### SOURCE RECORDS
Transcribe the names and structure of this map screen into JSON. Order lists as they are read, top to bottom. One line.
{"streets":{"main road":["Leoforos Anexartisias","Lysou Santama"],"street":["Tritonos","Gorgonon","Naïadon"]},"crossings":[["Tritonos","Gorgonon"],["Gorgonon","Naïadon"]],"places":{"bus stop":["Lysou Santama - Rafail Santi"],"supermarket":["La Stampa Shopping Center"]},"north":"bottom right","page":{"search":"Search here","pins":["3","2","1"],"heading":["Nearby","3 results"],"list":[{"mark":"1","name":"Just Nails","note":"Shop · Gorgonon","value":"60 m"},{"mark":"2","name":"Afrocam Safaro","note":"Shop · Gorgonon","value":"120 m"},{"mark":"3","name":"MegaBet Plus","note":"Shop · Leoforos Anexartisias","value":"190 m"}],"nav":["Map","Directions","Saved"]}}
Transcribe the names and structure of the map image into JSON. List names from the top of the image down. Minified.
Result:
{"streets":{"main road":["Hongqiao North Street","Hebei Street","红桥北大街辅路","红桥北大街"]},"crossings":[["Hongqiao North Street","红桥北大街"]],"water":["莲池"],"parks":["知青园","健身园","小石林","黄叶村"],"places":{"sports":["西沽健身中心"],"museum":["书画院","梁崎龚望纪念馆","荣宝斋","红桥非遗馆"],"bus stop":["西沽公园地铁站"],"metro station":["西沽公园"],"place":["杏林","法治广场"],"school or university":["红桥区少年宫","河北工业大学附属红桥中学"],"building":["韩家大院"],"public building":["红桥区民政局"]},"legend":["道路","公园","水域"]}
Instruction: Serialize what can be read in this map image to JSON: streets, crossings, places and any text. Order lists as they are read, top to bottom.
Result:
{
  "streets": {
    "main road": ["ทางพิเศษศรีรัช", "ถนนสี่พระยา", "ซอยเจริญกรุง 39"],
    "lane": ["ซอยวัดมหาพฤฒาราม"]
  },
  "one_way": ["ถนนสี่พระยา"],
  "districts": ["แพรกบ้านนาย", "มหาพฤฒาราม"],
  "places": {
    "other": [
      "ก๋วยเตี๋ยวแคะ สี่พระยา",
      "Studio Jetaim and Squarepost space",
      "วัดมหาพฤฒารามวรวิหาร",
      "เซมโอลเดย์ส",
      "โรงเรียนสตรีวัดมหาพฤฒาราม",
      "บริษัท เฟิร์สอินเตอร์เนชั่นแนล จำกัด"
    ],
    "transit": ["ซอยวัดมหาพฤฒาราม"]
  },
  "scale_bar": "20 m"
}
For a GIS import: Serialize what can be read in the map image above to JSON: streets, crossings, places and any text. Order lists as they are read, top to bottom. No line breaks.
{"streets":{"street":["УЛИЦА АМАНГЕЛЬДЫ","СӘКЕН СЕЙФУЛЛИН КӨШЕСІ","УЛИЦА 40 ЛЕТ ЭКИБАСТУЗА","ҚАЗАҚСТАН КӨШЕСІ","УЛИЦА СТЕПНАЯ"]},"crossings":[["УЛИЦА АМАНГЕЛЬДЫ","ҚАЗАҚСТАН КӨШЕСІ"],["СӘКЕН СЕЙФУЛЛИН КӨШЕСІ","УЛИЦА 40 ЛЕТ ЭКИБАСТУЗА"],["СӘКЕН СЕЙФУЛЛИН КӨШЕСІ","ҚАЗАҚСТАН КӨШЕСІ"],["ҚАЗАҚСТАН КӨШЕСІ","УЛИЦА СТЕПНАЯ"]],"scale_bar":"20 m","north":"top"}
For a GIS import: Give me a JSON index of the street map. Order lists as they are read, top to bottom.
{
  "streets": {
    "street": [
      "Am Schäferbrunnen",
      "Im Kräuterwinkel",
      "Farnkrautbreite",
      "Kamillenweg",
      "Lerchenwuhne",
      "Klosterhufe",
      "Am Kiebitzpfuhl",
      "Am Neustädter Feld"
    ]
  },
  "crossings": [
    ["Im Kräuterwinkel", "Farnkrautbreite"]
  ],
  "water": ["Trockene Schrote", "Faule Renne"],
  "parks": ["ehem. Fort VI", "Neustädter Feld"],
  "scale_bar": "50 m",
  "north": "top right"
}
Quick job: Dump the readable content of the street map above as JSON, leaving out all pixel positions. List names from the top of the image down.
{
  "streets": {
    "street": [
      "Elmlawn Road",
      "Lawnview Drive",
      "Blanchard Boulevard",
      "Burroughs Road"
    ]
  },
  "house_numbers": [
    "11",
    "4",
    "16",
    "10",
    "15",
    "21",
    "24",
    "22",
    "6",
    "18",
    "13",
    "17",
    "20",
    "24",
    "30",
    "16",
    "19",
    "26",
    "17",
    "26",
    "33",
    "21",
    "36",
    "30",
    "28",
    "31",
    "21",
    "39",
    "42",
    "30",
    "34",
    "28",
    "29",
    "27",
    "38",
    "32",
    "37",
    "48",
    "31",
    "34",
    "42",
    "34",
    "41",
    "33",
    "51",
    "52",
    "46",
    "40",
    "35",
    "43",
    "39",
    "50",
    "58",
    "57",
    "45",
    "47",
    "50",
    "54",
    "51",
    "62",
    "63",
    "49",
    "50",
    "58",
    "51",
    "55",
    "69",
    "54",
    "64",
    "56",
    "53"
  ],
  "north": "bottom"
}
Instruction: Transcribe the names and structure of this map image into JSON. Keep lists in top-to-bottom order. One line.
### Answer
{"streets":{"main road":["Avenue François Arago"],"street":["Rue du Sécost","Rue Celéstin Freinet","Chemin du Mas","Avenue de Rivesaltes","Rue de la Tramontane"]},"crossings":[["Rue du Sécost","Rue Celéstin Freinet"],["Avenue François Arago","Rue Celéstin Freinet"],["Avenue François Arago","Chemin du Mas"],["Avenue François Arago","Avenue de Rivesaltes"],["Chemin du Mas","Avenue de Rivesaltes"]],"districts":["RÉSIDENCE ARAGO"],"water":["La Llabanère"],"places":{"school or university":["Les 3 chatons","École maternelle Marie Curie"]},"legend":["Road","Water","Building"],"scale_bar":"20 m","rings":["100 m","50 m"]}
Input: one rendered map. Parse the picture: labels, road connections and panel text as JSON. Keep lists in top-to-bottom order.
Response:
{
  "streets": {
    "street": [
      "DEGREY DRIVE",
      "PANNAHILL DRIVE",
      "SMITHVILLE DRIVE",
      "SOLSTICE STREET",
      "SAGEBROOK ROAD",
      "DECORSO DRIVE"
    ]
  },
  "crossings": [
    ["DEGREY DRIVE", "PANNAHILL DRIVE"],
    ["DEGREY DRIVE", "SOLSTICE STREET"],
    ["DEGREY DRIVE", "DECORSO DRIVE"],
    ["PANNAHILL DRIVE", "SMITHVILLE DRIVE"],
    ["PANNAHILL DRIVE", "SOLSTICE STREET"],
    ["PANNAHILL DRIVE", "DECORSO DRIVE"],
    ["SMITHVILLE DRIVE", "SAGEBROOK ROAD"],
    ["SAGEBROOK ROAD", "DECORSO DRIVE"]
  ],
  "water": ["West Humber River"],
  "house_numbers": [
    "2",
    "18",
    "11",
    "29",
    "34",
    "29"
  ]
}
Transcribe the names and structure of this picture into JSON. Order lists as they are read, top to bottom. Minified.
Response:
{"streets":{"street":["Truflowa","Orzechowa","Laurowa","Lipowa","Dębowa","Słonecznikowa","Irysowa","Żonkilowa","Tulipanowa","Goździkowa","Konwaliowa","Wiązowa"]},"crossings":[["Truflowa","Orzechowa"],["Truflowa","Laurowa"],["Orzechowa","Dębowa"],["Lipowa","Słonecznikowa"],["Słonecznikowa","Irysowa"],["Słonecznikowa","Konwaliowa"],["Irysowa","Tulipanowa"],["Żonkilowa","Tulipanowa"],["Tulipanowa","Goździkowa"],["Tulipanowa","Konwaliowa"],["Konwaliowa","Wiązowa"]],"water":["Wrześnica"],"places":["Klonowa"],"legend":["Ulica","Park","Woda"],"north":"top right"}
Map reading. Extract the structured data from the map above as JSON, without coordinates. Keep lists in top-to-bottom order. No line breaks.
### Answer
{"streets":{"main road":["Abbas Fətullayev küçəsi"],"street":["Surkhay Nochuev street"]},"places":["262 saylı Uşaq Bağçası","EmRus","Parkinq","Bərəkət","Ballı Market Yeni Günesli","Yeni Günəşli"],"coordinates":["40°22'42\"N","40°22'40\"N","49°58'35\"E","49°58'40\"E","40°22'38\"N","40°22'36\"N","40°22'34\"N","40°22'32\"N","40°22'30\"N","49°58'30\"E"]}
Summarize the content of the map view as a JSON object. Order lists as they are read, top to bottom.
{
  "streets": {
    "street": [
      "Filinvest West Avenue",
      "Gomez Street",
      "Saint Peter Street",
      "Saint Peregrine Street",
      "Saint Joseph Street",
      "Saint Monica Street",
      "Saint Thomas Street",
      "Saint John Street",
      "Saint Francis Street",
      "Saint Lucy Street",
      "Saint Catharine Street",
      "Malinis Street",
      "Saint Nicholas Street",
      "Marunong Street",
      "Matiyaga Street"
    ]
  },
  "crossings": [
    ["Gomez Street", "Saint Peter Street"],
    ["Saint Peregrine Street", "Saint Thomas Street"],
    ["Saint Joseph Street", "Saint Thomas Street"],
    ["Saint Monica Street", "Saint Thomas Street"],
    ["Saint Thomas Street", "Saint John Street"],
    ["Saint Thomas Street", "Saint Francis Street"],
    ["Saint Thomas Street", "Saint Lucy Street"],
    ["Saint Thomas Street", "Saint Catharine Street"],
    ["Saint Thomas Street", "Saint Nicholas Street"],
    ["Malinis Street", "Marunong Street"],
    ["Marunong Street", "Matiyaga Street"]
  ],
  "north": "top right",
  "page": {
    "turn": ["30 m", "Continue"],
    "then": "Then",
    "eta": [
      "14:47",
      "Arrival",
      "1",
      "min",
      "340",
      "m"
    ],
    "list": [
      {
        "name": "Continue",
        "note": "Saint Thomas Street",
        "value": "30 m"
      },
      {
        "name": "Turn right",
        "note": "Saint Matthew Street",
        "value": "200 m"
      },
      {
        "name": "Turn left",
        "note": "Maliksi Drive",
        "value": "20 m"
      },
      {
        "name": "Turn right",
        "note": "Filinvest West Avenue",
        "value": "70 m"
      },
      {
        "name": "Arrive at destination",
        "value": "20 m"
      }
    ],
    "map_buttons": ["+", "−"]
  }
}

### AIM OF THE TASK
Where a line above contains the string "Keep", copy that line.

### ANSWER SECTION
Instruction: Transcribe the names and structure of this map image into JSON. Keep lists in top-to-bottom order. One line.
Input: one rendered map. Parse the picture: labels, road connections and panel text as JSON. Keep lists in top-to-bottom order.
Map reading. Extract the structured data from the map above as JSON, without coordinates. Keep lists in top-to-bottom order. No line breaks.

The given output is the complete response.